For example, the following script only produces one error:
from typing import assert_type
def dummy() -> list[str]:
return [1]
res = dummy()
assert_type(res, list[str])
(venv) $ mypy test.py
test.py:4: error: List item 0 has incompatible type "int"; expected "str" [list-item]
Found 1 error in 1 file (checked 1 source file)
This detects the error of an int list being returned by dummy, but the assert_type succeeds because it would be correct if dummy had respected its contract.
If we fixed dummy like below, then at this point we would get the expected assert_type error:
from typing import assert_type
def dummy() -> list[int]:
return [1]
res = dummy()
assert_type(res, list[str])
(venv) $ mypy test.py
test.py:7: error: Expression is of type "List[int]", not "List[str]" [assert-type]
Found 1 error in 1 file (checked 1 source file)
While I agree with the general sentiment the commenters have expressed that this type of thing should probably be left to static type checkers rather than unit tests, just for academic purposes, you can construct your own assertion without too much effort.
Something like list[str] is a specified version of the generic type list. By subscripting a type like like list, you are actually calling its __class_getitem__ method, which returns the specified type. The type argument is actually stored and the typing module provides the get_args/get_origin functions to extract more detailed type information from generic types at runtime.
from typing import get_args
print(get_args(list[str])) # (<class 'str'>,)
The problem is more that any concrete list object (like ["one", "two", "three"]) does not store any information about the type of the items it holds (for obvious reasons). This means, at runtime, we would have to check the type of the elements ourselves.
The question thus becomes how pedantic you want your check to be. Lists for example can be as long as you want them to be (or as your memory allows). If you a list object of a million elements, do you really want to check each and every one of them? A possible compromise might be to only check the very first element's type or something like that.
Here is an example of a function checking arbitrary iterable types that are parameterized by "regular" types only (i.e. not something like list[tuple[int]]):
from collections.abc import Iterable
from types import GenericAlias
from typing import Union, cast, get_origin, get_args
def is_of_iter_type(
value: object,
type_: Union[type[Iterable[object]], GenericAlias],
pedantic: bool = False,
) -> bool:
if isinstance(type_, type): # something like unspecified `list`
return isinstance(value, type_)
if isinstance(type_, GenericAlias): # a specified generic like `list[str]`
origin, args = get_origin(type_), get_args(type_)

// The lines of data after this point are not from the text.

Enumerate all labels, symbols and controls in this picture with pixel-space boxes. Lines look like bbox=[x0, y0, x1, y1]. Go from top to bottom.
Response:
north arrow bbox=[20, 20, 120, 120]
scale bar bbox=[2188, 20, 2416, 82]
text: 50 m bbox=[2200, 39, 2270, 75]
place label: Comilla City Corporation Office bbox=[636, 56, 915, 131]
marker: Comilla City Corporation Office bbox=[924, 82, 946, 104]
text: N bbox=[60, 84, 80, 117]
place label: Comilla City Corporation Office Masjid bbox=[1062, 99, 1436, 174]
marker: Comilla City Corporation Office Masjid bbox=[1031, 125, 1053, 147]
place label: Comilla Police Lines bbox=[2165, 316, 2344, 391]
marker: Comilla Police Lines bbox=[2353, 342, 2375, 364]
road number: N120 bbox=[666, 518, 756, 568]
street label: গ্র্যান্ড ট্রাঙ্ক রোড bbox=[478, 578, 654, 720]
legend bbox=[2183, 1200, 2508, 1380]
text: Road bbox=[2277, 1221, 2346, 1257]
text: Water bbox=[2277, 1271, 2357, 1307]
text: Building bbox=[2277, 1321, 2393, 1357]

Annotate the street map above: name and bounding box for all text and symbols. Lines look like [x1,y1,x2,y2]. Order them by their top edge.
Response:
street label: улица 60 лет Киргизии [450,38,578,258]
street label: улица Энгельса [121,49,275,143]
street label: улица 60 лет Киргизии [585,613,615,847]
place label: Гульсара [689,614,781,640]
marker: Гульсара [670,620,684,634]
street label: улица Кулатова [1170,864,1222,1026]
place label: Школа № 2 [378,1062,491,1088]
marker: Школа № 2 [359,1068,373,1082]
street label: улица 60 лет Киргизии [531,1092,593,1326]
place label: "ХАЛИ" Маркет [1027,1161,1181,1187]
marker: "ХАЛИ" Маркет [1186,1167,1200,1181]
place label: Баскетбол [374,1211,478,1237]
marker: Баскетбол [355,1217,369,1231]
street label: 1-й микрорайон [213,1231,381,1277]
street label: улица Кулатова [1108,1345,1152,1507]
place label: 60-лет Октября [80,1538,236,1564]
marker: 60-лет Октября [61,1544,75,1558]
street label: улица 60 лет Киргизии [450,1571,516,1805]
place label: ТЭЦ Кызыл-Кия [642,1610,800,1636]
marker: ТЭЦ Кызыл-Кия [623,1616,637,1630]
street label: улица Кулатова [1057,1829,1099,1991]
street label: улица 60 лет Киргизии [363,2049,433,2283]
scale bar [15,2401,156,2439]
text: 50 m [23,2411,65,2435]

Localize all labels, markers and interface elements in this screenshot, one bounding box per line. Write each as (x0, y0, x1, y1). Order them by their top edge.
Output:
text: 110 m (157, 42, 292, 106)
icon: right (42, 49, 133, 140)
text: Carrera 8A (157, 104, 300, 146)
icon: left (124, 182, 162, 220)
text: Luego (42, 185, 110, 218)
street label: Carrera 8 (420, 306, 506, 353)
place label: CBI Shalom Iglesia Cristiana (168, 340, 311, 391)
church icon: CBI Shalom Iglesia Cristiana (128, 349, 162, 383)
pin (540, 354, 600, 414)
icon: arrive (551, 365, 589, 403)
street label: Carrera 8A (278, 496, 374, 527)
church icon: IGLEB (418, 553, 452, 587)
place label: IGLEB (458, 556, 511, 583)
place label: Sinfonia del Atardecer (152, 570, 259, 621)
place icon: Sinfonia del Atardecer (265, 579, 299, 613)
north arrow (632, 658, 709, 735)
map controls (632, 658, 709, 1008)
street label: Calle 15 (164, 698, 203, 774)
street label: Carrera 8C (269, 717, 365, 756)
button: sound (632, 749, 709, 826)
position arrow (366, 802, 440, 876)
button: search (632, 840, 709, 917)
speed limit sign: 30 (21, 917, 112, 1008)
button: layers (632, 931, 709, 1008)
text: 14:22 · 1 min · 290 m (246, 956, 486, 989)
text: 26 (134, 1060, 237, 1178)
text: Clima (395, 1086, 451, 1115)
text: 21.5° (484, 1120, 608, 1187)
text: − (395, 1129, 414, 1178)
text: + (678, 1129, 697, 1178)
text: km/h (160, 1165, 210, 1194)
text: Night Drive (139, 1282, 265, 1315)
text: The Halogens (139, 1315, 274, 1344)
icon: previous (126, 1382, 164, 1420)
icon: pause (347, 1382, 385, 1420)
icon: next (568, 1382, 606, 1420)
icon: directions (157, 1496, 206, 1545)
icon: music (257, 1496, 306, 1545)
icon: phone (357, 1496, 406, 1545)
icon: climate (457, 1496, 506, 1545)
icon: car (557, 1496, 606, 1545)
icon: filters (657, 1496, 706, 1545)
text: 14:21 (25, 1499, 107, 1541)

if not isinstance(origin, type) or not issubclass(origin, Iterable):
raise TypeError
arg = cast(type, args[0])
if not isinstance(arg, type): # type arg is a type var or another generic alias
raise TypeError
if not isinstance(value, origin):
return False
if pedantic:
return all(isinstance(item, arg) for item in value)
else:
return isinstance(next(iter(value)), arg)
raise TypeError
Note also that depending on what iterable you actually pass to this function, it may be a terrible idea to (try to) consume the resulting iterator (via next or all). It would be up to you to ensure that this does not have any bad side effects.
Here is a demo:
print(is_of_iter_type("a", list[str])) # False
print(is_of_iter_type(["a"], list[str])) # True
print(is_of_iter_type(["a"], list)) # True
print(is_of_iter_type(["a", 1], list[str])) # True
print(is_of_iter_type(["a", 1], list[str], pedantic=True)) # False
To incorporate it into a unittest.TestCase you could do this:
...
from unittest import TestCase
class ExtendedTestCase(TestCase):
def assert_is_of_iter_type(
self,
value: object,
type_: Union[type[Iterable[object]], GenericAlias],
pedantic: bool = False,
) -> None:
if not is_of_iter_type(value, type_, pedantic=pedantic):
self.fail(f"{value} is not of type {type_}")
def test(self) -> None:
self.assert_is_of_iter_type(["a", 1], list[str], pedantic=True)
But again, this is most likely not a good idea because something like mypy in --strict mode will probably do a better job at ensuring type safety throughout your code than you could hope to do at runtime. Meaning if you declare def dummy() -> list[str]: ..., but the in the function body you return ["a", 1], then mypy will pick that up and yell at you. Thus, there would be no need for such a test.
I'm trying to generate some JavaScript based on the type annotations I have provided in on some Python functions by using the signature() function in the inspect module.
This part works as I expect when the type is a simple builtin class:
import inspect
def my_function() -> dict:
pass
signature = inspect.signature(my_function)
signature.return_annotation is dict # True
Though I'm not sure how to unwrap and inspect more complex annotations e.g:
from typing import List
import inspect
def my_function() -> List[int]:
pass
signature = inspect.signature(my_function)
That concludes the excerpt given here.